Segment Start: Records supplied

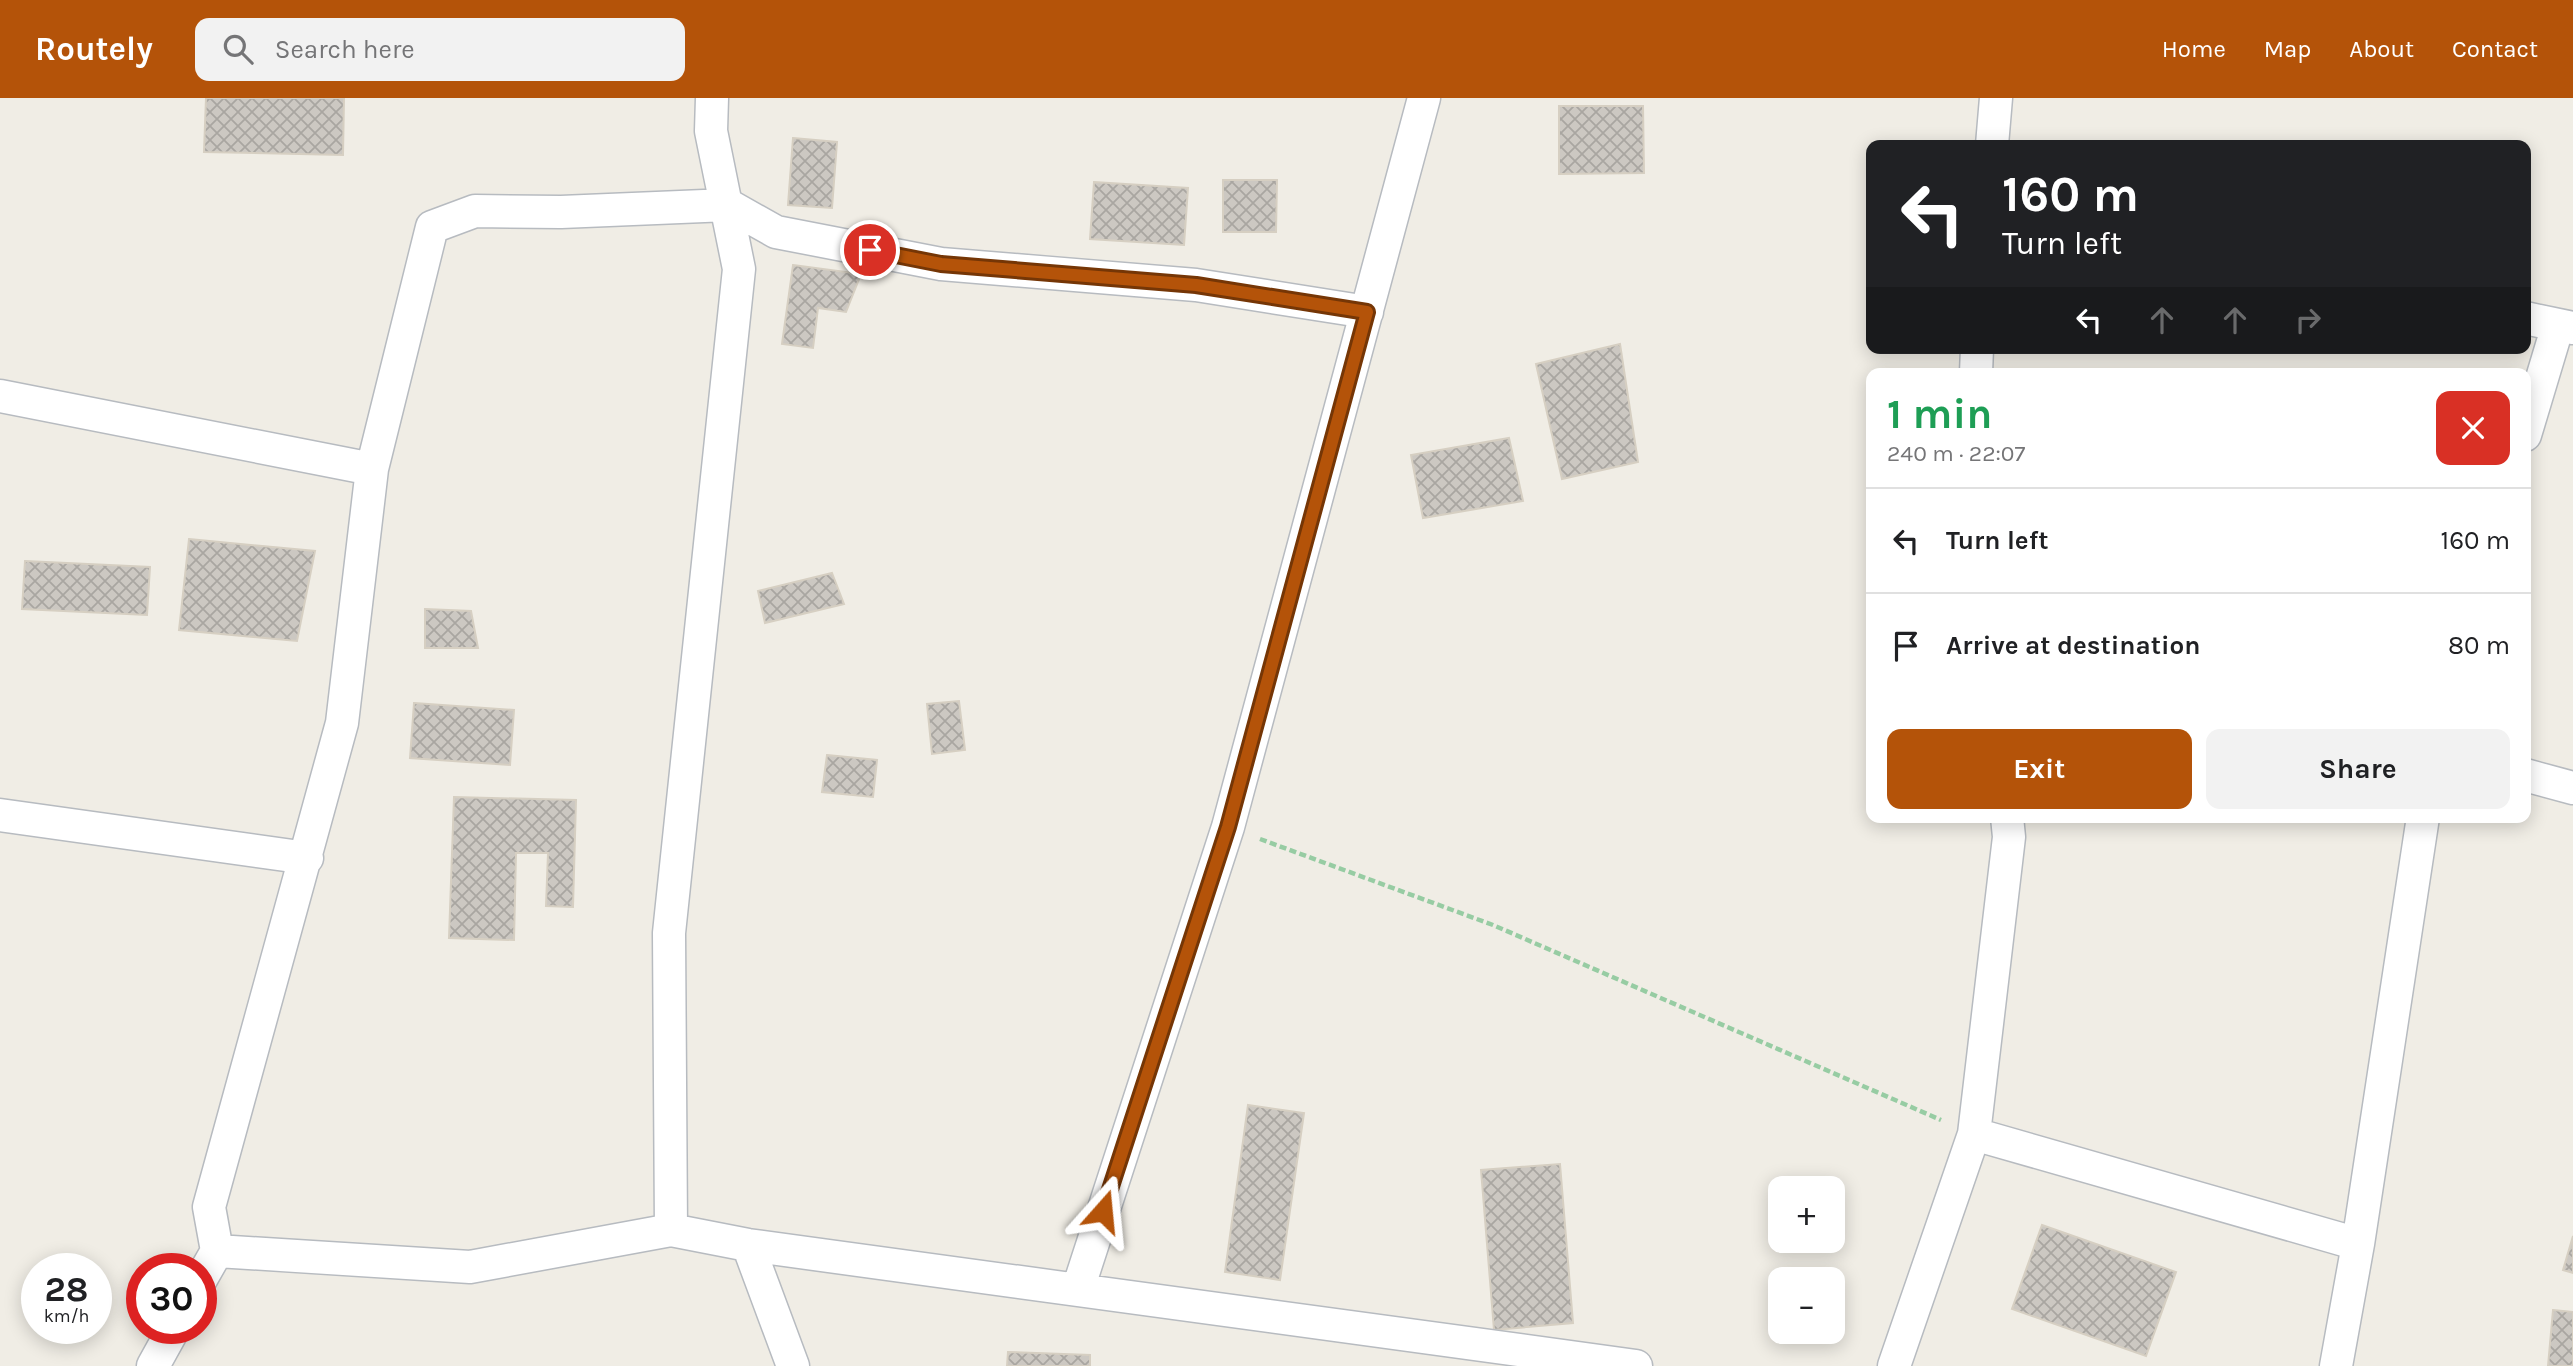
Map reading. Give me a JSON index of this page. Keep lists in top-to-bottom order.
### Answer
{
  "page": {
    "header": "Routely",
    "search": "Search here",
    "nav": [
      "Home",
      "Map",
      "About",
      "Contact"
    ],
    "turn": ["160 m", "Turn left"],
    "heading": ["1 min", "240 m · 22:07"],
    "list": [
      {
        "name": "Turn left",
        "value": "160 m"
      },
      {
        "name": "Arrive at destination",
        "value": "80 m"
      }
    ],
    "buttons": ["Exit", "Share"],
    "map_buttons": ["+", "−"],
    "speed": "28 km/h",
    "limit": "30"
  }
}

Segment End: Records supplied

### Exercise requirements:
Could you repeat all of the data exactly, minus the pictures?

### Answer to this problem:
Map reading. Give me a JSON index of this page. Keep lists in top-to-bottom order.
### Answer
{
  "page": {
    "header": "Routely",
    "search": "Search here",
    "nav": [
      "Home",
      "Map",
      "About",
      "Contact"
    ],
    "turn": ["160 m", "Turn left"],
    "heading": ["1 min", "240 m · 22:07"],
    "list": [
      {
        "name": "Turn left",
        "value": "160 m"
      },
      {
        "name": "Arrive at destination",
        "value": "80 m"
      }
    ],
    "buttons": ["Exit", "Share"],
    "map_buttons": ["+", "−"],
    "speed": "28 km/h",
    "limit": "30"
  }
}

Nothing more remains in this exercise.